- Exercise brief
Your response should be every line from the entries that includes the string "space".

- Source information
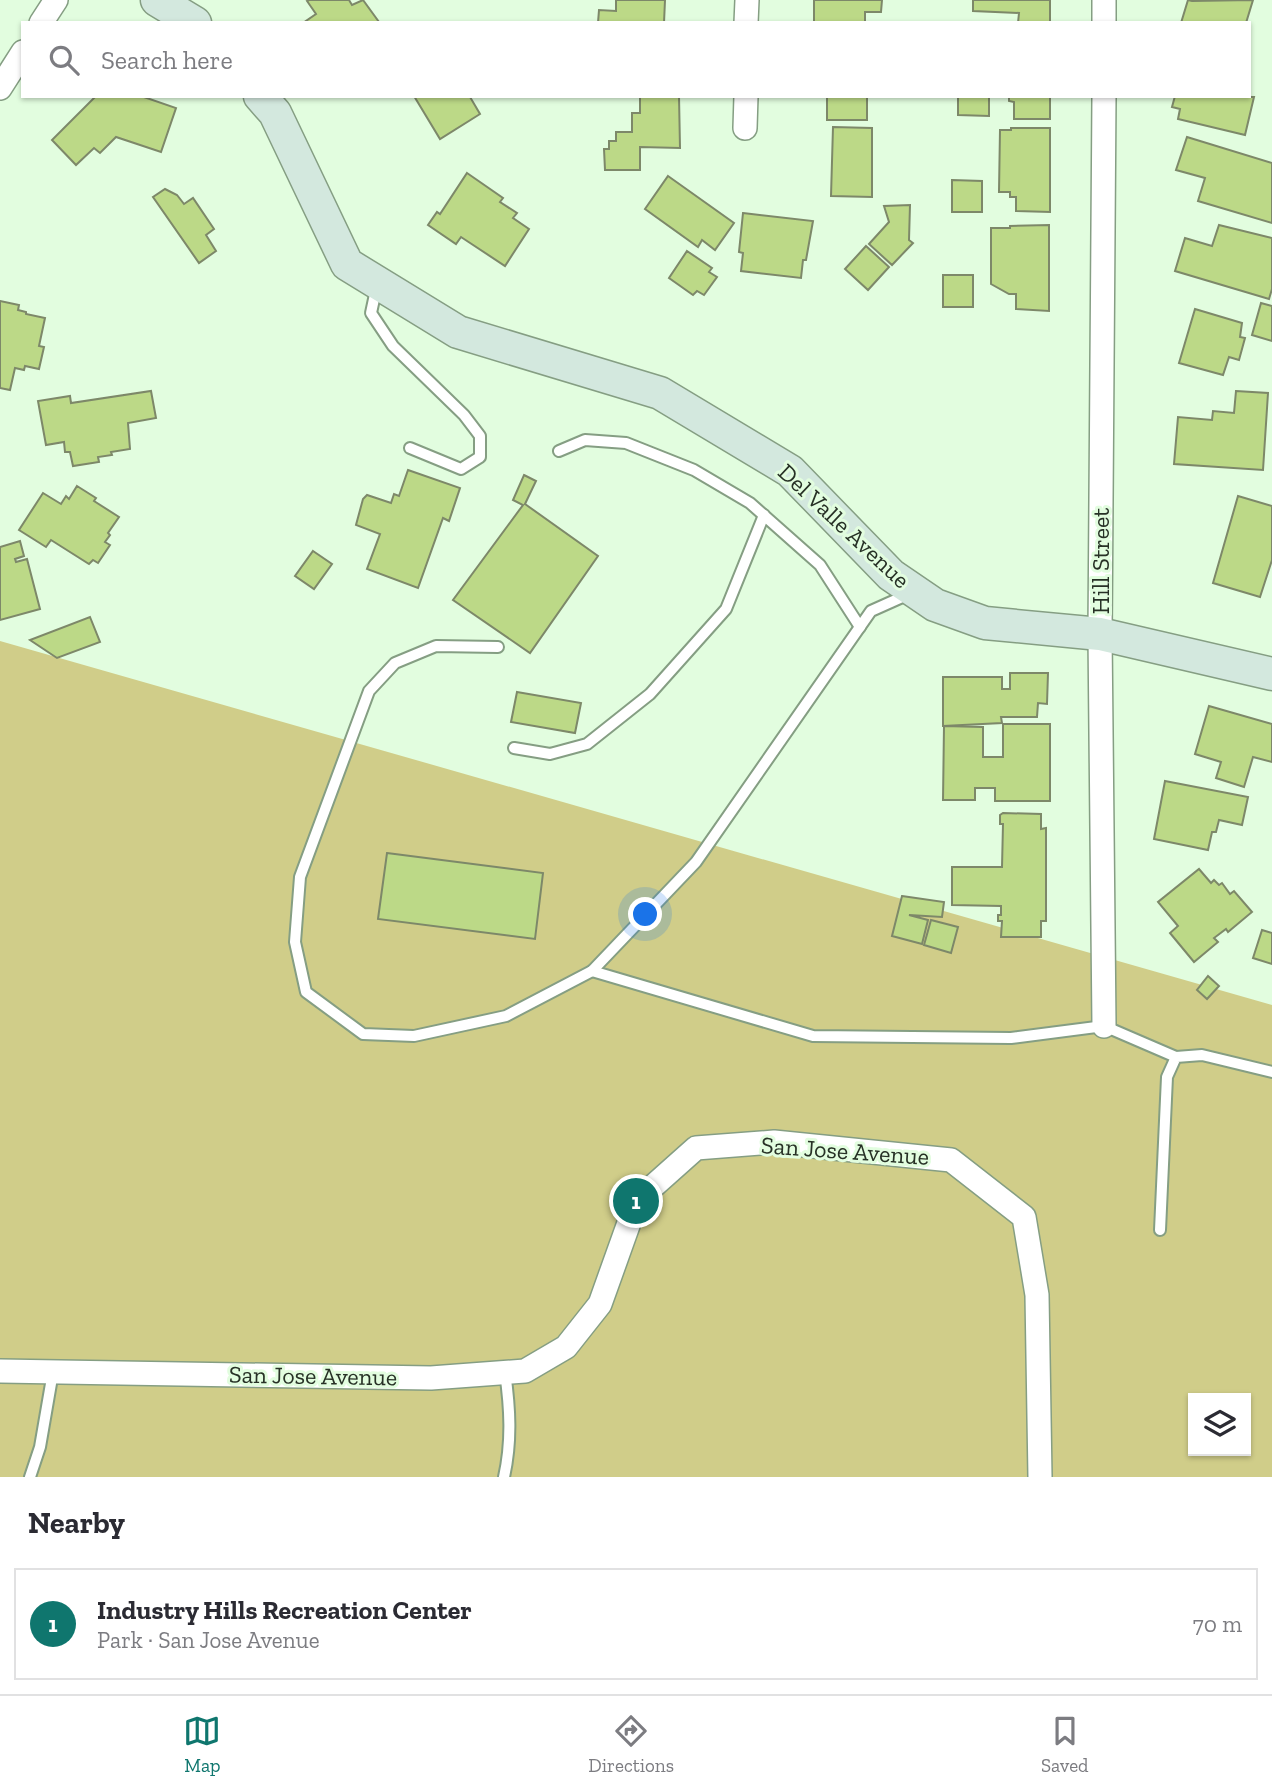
<!DOCTYPE html>
<html lang="en">
<head>
<meta charset="utf-8">
<style>
  :root { --surface:#fff; --page:#f2f2f3; --text:#2b2b33; --muted:#7c7c81; --line:#e1e1e2; --accent:#0f766e }
  body { margin:0; font-family:"Zilla Slab",serif; background:var(--page); color:var(--text) }
  .controls { position:absolute; right:21px; bottom:21px; display:grid; overflow:hidden; border-radius:0px; box-shadow:0 2px 5px #0004 }
  .controls button { width:63px; height:63px; display:grid; place-items:center; padding:0; border:0; border-bottom:2px solid var(--line); background:var(--surface); color:var(--text); font:35px sans-serif }
  .you { position:absolute; left:646px; top:915px; width:24px; height:24px; margin:-18px; border:5px solid #fff; border-radius:50%; background:#1a73e8; box-shadow:0 0 0 10px #1a73e833 }
  .badge { display:grid; place-items:center; width:46px; height:46px; border-radius:50%; background:var(--accent); color:#fff; font-size:23px; font-weight:700 }
  .pin { position:absolute; translate:-50% -50%; border:4px solid #fff; box-shadow:0 2px 7px #0006 }
  .list { margin:0; padding:0; list-style:none }
  h2 { display:flex; justify-content:space-between; align-items:center; height:91px; margin:0; padding:0 28px; font-size:30px }
  h2 small { font-size:23px; font-weight:400; color:var(--muted) }
  .list li { display:grid; grid-template-columns:46px 1fr auto; gap:21px; align-items:center; box-sizing:border-box; height:112px; margin:0 14px 14px; padding:0 14px; border:2px solid var(--line); border-radius:0px }
  .list b { display:block; font-size:26px; white-space:nowrap }
  .list p { margin:0; font-size:23px; white-space:nowrap; color:var(--muted) }
  .list em { font-size:23px; font-style:normal; color:var(--muted) }
  .icon { flex:none; width:38px; height:38px; fill:none; stroke:currentColor; stroke-width:2; stroke-linecap:round; stroke-linejoin:round }
  .map { position:relative; flex:none; width:1272px; height:1477px; overflow:hidden }
  .search { position:absolute; background:var(--surface); box-shadow:0 2px 5px #0004; left:21px; right:21px; top:21px; height:77px; display:flex; align-items:center; gap:18px; box-sizing:border-box; padding:0 24px; border-radius:0px; color:var(--muted); font-size:26px }
  .sheet { height:217px; background:var(--surface) }
  nav { display:flex; justify-content:space-around; align-items:center; box-sizing:border-box; height:98px; border-top:2px solid var(--line); background:var(--surface); font-size:19px; color:var(--muted) }
  nav a { display:grid; justify-items:center; gap:4px }
  nav .on { color:var(--accent) }
  .map>svg:first-child { display:block }
</style>
</head>
<body>
<div class="map">
<svg width="1272" height="1477" viewBox="0 0 1272 1477">
  <rect width="100%" height="100%" fill="#e2fddf"/>
  <path fill="#d0cd89" fill-rule="evenodd" d="M0,641L1272,1005V1477H0ZM1193,1398H1246V1451H1193Z"/>
  <g fill="#bcd987" stroke="#7d8869" stroke-width="2">
    <path d="M309,0H349L352,5L363,0L379,22L303,23L316,14L307,1Z"/>
    <path d="M616,0H665L664,23H598L599,10L616,11Z"/>
    <path d="M814,0H882L881,12H865V23L814,22Z"/>
    <path d="M973,0H1050V23H1018L1019,13L973,11Z"/>
    <path d="M1188,0L1192,1L1253,0L1246,23H1181Z"/>
    <path d="M96,96H141L176,108L161,152L116,137L100,153L94,148L76,165L52,140Z"/>
    <path d="M414,96H471L470,97L480,114L440,139Z"/>
    <path d="M640,96H679L680,148L640,147V170H605L604,149H609V141H616V132H632V113H640Z"/>
    <rect x="827" y="96" width="40" height="24"/>
    <path d="M958,96H989V116L958,115Z"/>
    <path d="M1009,96H1050V119H1014V102L1009,101Z"/>
    <path d="M1175,96L1254,97L1245,135L1178,119L1180,109L1172,107Z"/>
    <path d="M833,127L872,128V197L831,196Z"/>
    <path d="M1011,128H1050V212L1016,211V197H1010V192H999L1000,130H1011Z"/>
    <path d="M1187,137L1272,163V223L1198,201L1205,178L1176,170Z"/>
    <path d="M467,173L503,198L500,202L517,213L513,218L529,229L505,266L461,237L456,244L428,225L437,212L440,214Z"/>
    <path d="M668,176L734,223L715,250L702,240L698,247L645,209Z"/>
    <path d="M952,180L982,181V212H952Z"/>
    <path d="M165,189L177,195L184,204L193,198L214,229L206,235L216,251L199,263L153,197Z"/>
    <path d="M910,205L909,240L913,243L892,265L869,244L889,222L884,206Z"/>
    <path d="M743,213L813,221L806,260H803L801,278L741,271L743,253L739,252Z"/>
    <path d="M1049,225V311L1016,309V294H1009L991,284V228H1010V226Z"/>
    <path d="M1219,225L1272,238V289L1269,299L1175,271L1185,238L1212,246Z"/>
    <path d="M866,246L889,267L868,290L845,269Z"/>
    <path d="M687,251L712,268L709,272L717,277L704,295L697,291L693,295L669,278Z"/>
    <rect x="943" y="275" width="30" height="32"/>
    <path d="M0,301L19,305L18,310L26,312V314L45,318L39,346L44,347L39,369L25,366L24,370L15,368L10,390L0,388Z"/>
    <path d="M1261,303L1272,306V341L1252,335Z"/>
    <path d="M1195,309L1242,323L1240,337L1245,338L1239,360L1229,357L1223,375L1179,363Z"/>
    <path d="M151,391L156,418L128,423L130,449L111,452L112,455L98,457L99,462L73,466L70,452H65L64,442L46,445L38,401L70,396L71,403Z"/>
    <path d="M1236,391L1268,393L1263,470L1174,464L1178,417L1212,420L1213,411L1234,413Z"/>
    <path d="M408,470L460,488L449,521L443,518L418,588L367,569L380,534L356,525L363,499L367,495L391,503L394,494L399,496Z"/>
    <path d="M524,475L536,481L525,504L598,556L530,653L453,600L523,505L513,500Z"/>
    <path d="M77,486L96,498L94,501L119,517L108,533L110,535L105,542L110,545L98,563L93,560L89,564L51,540L46,547L19,530L43,493L61,504L66,496L69,499Z"/>
    <path d="M1238,496L1272,506V560L1260,597L1213,583Z"/>
    <path d="M20,541L24,556L15,559L16,562L27,559L40,609L0,620V547Z"/>
    <path d="M313,551L332,564L314,589L295,576Z"/>
    <path d="M90,617L100,642L57,658L30,640Z"/>
    <path d="M1010,673H1048L1047,704L1038,703L1037,717H1001L1002,723L943,726V677H1002V689H1010Z"/>
    <path d="M517,692L581,703L575,733L511,722Z"/>
    <path d="M1209,706L1272,724V762L1253,757L1244,787L1216,778L1221,762L1195,754Z"/>
    <path d="M1003,724H1050V801H995V788H975V800H943L944,726L983,727V757H1003Z"/>
    <path d="M1165,781L1248,797L1242,825L1219,820L1216,832H1212L1208,850L1154,839Z"/>
    <path d="M1003,813L1041,814V829L1046,828V921H1041V937H1001L1002,921H998V915H1001V906L952,905V867H1002L1003,824H1000V815Z"/>
    <path d="M387,853L543,873L535,939L378,919Z"/>
    <path d="M1199,869L1211,883L1214,880L1219,885L1222,883L1230,894L1234,891L1252,912L1228,932L1226,929L1214,938L1218,942L1194,962L1170,933L1178,926L1158,902Z"/>
    <path d="M902,896L944,902L942,917L909,915L928,920L922,944L892,936Z"/>
    <path d="M931,920L958,927L951,953L924,945Z"/>
    <path d="M1262,930L1272,933V964L1253,958Z"/>
    <path d="M1208,976L1219,986L1207,999L1197,990Z"/>
  </g>
  <g fill="none" stroke-linecap="round" stroke-linejoin="round">
    <g stroke="#859e83" stroke-width="14">
      <g id="lane">
        <path d="M377,285L371,313L393,346L464,415L480,436V457L461,469L410,448"/>
        <path d="M559,451L585,440L626,443L694,470L750,503L820,565L860,627"/>
        <path d="M498,647L436,646L395,663L369,691L300,877L295,942L306,992L363,1034L414,1036L506,1016L592,971L696,862L871,611L909,594"/>
        <path d="M514,748L550,754L587,744L650,694L726,609L764,515"/>
        <path d="M592,971L813,1036L1011,1038L1104,1026L1176,1057"/>
        <path d="M1160,1230L1167,1077L1176,1057L1202,1055L1272,1072"/>
        <path d="M30,1477L40,1447L53,1372"/>
        <path d="M504,1477C512,1441 510,1408 505,1372"/>
      </g>
    </g>
    <g stroke="#859e83" stroke-width="26">
      <g id="street">
        <path d="M41,23L56,0"/>
        <path d="M746,23L747,0"/>
        <path d="M1104,23V0"/>
        <path d="M0,88L23,52"/>
        <path d="M1104,96L1100,634L1104,1026"/>
        <path d="M745,128L746,96"/>
        <path d="M0,1371L431,1378L525,1371L566,1347L600,1304L630,1220L650,1189L696,1148L774,1142L951,1160L1024,1217L1037,1295L1040,1477"/>
      </g>
    </g>
    <g stroke="#859e83" stroke-width="35">
      <g id="secondary">
        <path d="M157,0L195,23"/>
        <path d="M260,96L275,113L347,264L458,332L660,393L790,471L891,575L935,605L985,623L1100,634L1272,674"/>
      </g>
    </g>
    <use href="#lane" stroke="#fff" stroke-width="10"/>
    <use href="#street" stroke="#fff" stroke-width="23"/>
    <use href="#secondary" stroke="#d3e8de" stroke-width="32"/>
  </g>
  <g text-anchor="middle" stroke-width="6" stroke-linejoin="round" paint-order="stroke">
    <g font-size="24" fill="#273126" stroke="#e2fddf">
      <text transform="translate(844 526) rotate(43)" y="8">Del Valle Avenue</text>
      <text transform="translate(1101 561) rotate(-90)" y="8">Hill Street</text>
      <text transform="translate(845 1151) rotate(4)" y="8">San Jose Avenue</text>
      <text transform="translate(313 1376) rotate(1)" y="8">San Jose Avenue</text>
    </g>
  </g>
</svg>
<div class="controls">
<button><svg class="icon" aria-label="layers" viewBox="0 0 24 24"><path d="M12 4l9 5-9 5-9-5zM3 14l9 5 9-5"/></svg></button>
</div>
<div class="you"></div>
<div class="pin badge" style="left:636px;top:1201px">1</div>
<div class="search"><svg class="icon" aria-label="search" viewBox="0 0 24 24"><circle cx="10" cy="10" r="6"/><path d="M15 15l6 6"/></svg>Search here</div>
</div>
<section class="sheet">
<h2>Nearby<small></small></h2>
<ul class="list">
<li><span class="badge">1</span><div><b>Industry Hills Recreation Center</b><p>Park · San Jose Avenue</p></div><em>70 m</em></li>
</ul>
</section>
<nav>
<a class="on"><svg class="icon" aria-label="map" viewBox="0 0 24 24"><path d="M3 6l6-2 6 2 6-2v14l-6 2-6-2-6 2zM9 4v14M15 6v14"/></svg>Map</a>
<a><svg class="icon" aria-label="directions" viewBox="0 0 24 24"><path d="M12 3l9 9-9 9-9-9zM9 14v-3h6M13 9l2 2-2 2"/></svg>Directions</a>
<a><svg class="icon" aria-label="saved" viewBox="0 0 24 24"><path d="M7 4h10v16l-5-4-5 4z"/></svg>Saved</a>
</nav>
</body>
</html>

- Written solution
  h2 { display:flex; justify-content:space-between; align-items:center; height:91px; margin:0; padding:0 28px; font-size:30px }
  .list b { display:block; font-size:26px; white-space:nowrap }
  .list p { margin:0; font-size:23px; white-space:nowrap; color:var(--muted) }
  nav { display:flex; justify-content:space-around; align-items:center; box-sizing:border-box; height:98px; border-top:2px solid var(--line); background:var(--surface); font-size:19px; color:var(--muted) }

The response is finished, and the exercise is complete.